DIAMOND: So that, of course, is the question that people are ultimately asking. In China, I think regime - some kind of alteration in the nature of the regime there is probably a long ways off because, first of all, there have been large numbers of people in the streets in multiple Chinese cities at the same time, and they seem to have shed their fear and are calling now not just for better government policies. They want freedom. But at the same time, we don't know what Chinese public opinion really is. And if Xi Jinping can succeed in instituting a more flexible and rational system for meeting the COVID challenge and if he can regrow economic growth, then he's probably going to be able to survive and restore political stability for some time to come.

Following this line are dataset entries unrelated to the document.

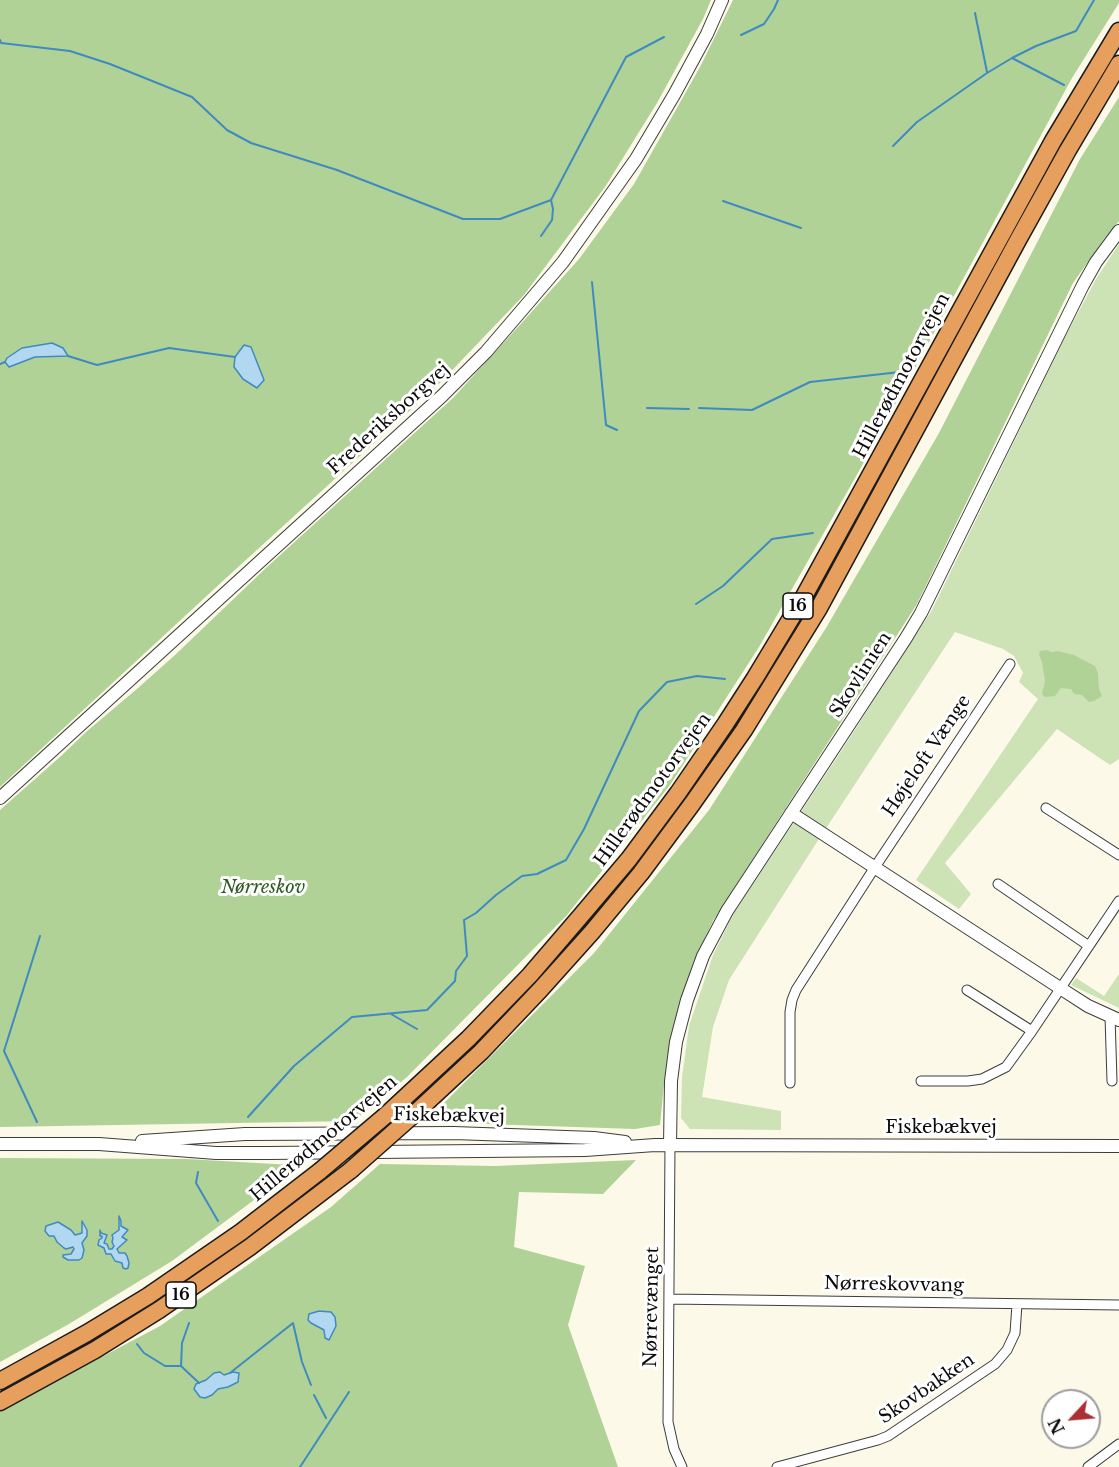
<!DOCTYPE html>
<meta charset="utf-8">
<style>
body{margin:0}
#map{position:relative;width:1119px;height:1467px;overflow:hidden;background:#fdf9e9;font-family:"Libre Baskerville",serif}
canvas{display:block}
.north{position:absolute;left:1041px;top:1389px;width:60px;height:60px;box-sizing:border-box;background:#fff;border:2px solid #9d9d9d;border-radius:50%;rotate:244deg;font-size:16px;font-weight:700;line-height:24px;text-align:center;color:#0a0a0a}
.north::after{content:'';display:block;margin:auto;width:21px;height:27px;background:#ac3033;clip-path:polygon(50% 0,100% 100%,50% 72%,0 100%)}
</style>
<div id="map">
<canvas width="1119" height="1467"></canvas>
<div class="north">N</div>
</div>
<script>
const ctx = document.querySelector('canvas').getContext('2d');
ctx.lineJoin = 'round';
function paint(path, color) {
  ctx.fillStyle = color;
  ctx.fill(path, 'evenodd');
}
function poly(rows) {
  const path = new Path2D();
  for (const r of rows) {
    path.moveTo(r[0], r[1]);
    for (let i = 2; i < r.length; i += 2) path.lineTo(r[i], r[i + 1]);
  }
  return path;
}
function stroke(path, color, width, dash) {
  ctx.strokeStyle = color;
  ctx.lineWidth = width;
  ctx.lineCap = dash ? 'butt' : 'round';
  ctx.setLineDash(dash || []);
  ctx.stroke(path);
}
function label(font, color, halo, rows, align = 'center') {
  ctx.font = font + ' "Libre Baskerville",serif';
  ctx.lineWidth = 6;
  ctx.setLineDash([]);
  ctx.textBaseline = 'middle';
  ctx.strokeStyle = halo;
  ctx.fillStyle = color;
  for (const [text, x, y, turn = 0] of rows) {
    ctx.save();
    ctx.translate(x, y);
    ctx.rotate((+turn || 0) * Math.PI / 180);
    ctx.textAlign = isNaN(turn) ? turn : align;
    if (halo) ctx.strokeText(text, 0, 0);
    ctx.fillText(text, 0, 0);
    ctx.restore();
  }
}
paint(poly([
 [1119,244,1119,759,1110,765,1057,729,945,863,971,894,959,909,916,880,1038,699,1019,682,1023,673,1014,656,1003,649,955,632,817,842,729,980,713,1027,702,1097,781,1111,781,1130,690,1129,681,1118,682,1077,689,1026,713,955,734,913,840,753,932,610,1064,339,1096,279],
 [1119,974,1119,1008,1071,985,1076,978,1104,996]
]), '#cde3b6');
paint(poly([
 [0,0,711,0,703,19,657,103,605,187,524,295,438,385,225,579,0,787],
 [733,0,1119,0,1119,3,1072,78,859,471,759,647,670,785,567,915,407,1077,354,1121,0,1127,0,810,61,756,86,732,138,688,175,655,267,567,453,398,518,327,579,259,634,184,700,67],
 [1119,97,1119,221,1104,239,1073,283,917,604,713,921,693,963,681,999,669,1046,664,1084,660,1125,635,1129,425,1122,594,953,709,810,826,628,939,433,1080,159],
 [1046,650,1052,652,1058,651,1074,655,1095,666,1098,673,1099,689,1102,696,1094,701,1089,702,1082,695,1074,694,1071,689,1061,688,1055,696,1045,697,1042,694,1045,681,1042,662,1039,655,1040,651],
 [0,1158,187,1159,292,1165,293,1171,172,1261,69,1324,0,1362],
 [636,1160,603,1194,519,1192,514,1247,585,1266,568,1325,618,1467,0,1467,0,1411,160,1326,331,1207,380,1164,495,1166]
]), '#b0d297');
const water = poly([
 [52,343,63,348,68,356,35,357,9,367,5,362,7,358,22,348,52,343],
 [244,345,251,347,264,380,257,388,243,379,234,367,235,357,244,345],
 [119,1216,121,1221,121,1226,128,1230,122,1237,127,1240,117,1249,119,1253,125,1253,127,1256,129,1263,128,1268,126,1269,123,1268,122,1263,115,1261,111,1254,106,1254,104,1248,98,1245,99,1240,102,1238,102,1236,100,1236,100,1230,101,1233,107,1235,104,1243,107,1244,109,1249,112,1249,114,1246,112,1242,113,1238,112,1235,119,1230,119,1216],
 [82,1221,87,1230,87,1236,82,1243,84,1250,82,1258,79,1260,68,1260,63,1257,63,1255,71,1254,74,1249,73,1247,66,1249,64,1248,57,1242,54,1236,49,1236,45,1231,46,1226,58,1222,71,1230,75,1235,82,1233,82,1221],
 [319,1311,331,1312,335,1317,336,1326,329,1340,325,1338,324,1330,311,1323,308,1320,309,1314,319,1311],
 [220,1372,224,1375,233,1372,239,1373,238,1382,228,1387,218,1389,212,1395,205,1398,200,1397,194,1389,196,1384,206,1380,214,1373,220,1372]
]);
paint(water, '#b2d7f0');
stroke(water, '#408ac0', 1.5);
stroke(poly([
 [975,13,987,72],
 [741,35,764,24,774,9,778,0],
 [0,40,1,43,70,51,110,64,192,97,227,130,251,143,337,170,463,219,500,219,551,200,553,209,552,220,541,236],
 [1012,58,1064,85],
 [893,146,917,122,987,73,1012,58,1036,46,1076,31,1094,0],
 [551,200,626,57,664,37],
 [723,201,801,228],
 [592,282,606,425,617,430],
 [68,356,97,365,169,348,235,357],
 [0,364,5,362],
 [647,408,689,409],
 [699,408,752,410,810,382,900,372],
 [696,604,723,586,772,539,813,533],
 [391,1014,417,1029],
 [248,1117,294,1066,352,1017,427,1010,455,981,456,971,467,956,464,920,476,913,496,895,522,876,537,874,566,860,584,829,639,711,667,682,697,676,725,679],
 [37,1122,4,1051,40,936],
 [198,1172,196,1183,218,1221],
 [189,1323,182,1343,181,1366,199,1383],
 [137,1344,144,1353,165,1366,181,1366],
 [230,1373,293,1323,302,1362,311,1385],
 [314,1395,326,1418],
 [300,1467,349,1392]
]), '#408ac0', 2);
const minor = poly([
 [1046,808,1119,855],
 [998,884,1089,946],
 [967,990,1032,1031],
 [1110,1016,1112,1081],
 [921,1081,968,1081,982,1079,1006,1067,1032,1031,1119,901],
 [790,1083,790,1012,792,1000,796,990,875,867,1010,664],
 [670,1145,668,1422,674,1449,682,1467],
 [669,1299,1119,1305],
 [777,1467,878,1440,888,1436,995,1364,1007,1350,1015,1333,1017,1304],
 [1088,1467,1119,1444]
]);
const tertiary = poly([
 [0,798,442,396,486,352,563,262,636,159,674,95,707,34,722,0],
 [791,813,1060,988,1088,1006,1119,1020],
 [142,1141,245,1134,454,1133,594,1138,625,1142],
 [0,1144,99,1144,216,1153,268,1153,585,1150,655,1145,1119,1146],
 [670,1145,671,1081,676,1042,687,1000,703,956,727,911,906,638,921,613,1083,285,1096,262,1119,231]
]);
const motorway = poly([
 [385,1116,468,1039,530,975,579,918,629,859,678,793,726,723,755,678,802,600,1053,141,1119,31],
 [412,1116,481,1052,540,990,592,932,641,873,692,804,744,730,819,608,1018,240,1068,150,1119,64],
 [0,1381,87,1333,148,1296,241,1232,320,1171],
 [0,1402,95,1350,159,1310,250,1247,351,1170]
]);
stroke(minor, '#3d3d3d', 11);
stroke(tertiary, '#3d3d3d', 14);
stroke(motorway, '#1b1b1b', 19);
stroke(minor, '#fff', 9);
stroke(tertiary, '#fff', 12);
stroke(motorway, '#e79f5d', 16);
const motorwayBridge = poly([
 [351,1170,412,1116],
 [320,1171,385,1116]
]);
stroke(motorwayBridge, '#1b1b1b', 19, []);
stroke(motorwayBridge, '#e79f5d', 16);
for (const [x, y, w] of [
 [798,606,30],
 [181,1295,30]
]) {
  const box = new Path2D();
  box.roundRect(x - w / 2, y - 13, w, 26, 4.5);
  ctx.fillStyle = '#fff';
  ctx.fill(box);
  stroke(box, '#0a0a0a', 1.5);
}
label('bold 16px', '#0a0a0a', null, [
 ["16",798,606],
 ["16",181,1295]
]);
label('18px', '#0a0a0a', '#fff', [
 ["Hillerødmotorvejen",902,376,-62],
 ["Frederiksborgvej",389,419,-42],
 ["Skovlinien",861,675,-57],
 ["Højeloft Vænge",927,756,-56],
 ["Hillerødmotorvejen",653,790,-54],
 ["Fiskebækvej",449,1116,1],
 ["Fiskebækvej",941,1128],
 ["Hillerødmotorvejen",324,1139,-40],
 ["Nørreskovvang",894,1285,1],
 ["Nørrevænget",652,1307,-89],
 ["Skovbakken",927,1389,-34]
]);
label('italic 18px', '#2c5a21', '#fff', [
 ["Nørreskov",263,888]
]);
</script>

In the case of Russia, I think there's growing evidence of elite as well as public dissatisfaction with Putin's ineptitude in prosecuting the war in Ukraine and maybe starting the war. The problem is that there's also a lot of evidence that the most serious and credible opposition to Vladimir Putin is coming from the radical right, who feel that he hasn't done enough to flatten Ukraine and totally mobilize the society. We all have to keep in mind the possibility that change could come from other authoritarian circles.
I'll just note that in the case of Iran, I think that is the regime, of the three we're talking about, that is most on tenterhooks and is most vulnerable. They already had - you will recall - a national uprising in 2009, the Green movement, after massively rigged elections that looked like it might topple the regime. And certainly, the regime was panicked and very much on the defensive. So this is a recurrent phenomenon in Iran. And I think it's very clear there that as the Iranian human rights activist and Nobel Prize winner Shirin Ebadi said at Stanford on Wednesday evening, probably 80% of the country at this point is with the protesters and against the regime.
MARTIN: That was Larry Diamond. He's a professor at Stanford University, and he's an authority on Democratic movements, as we've been discussing. Professor Diamond, thanks so much for talking to us.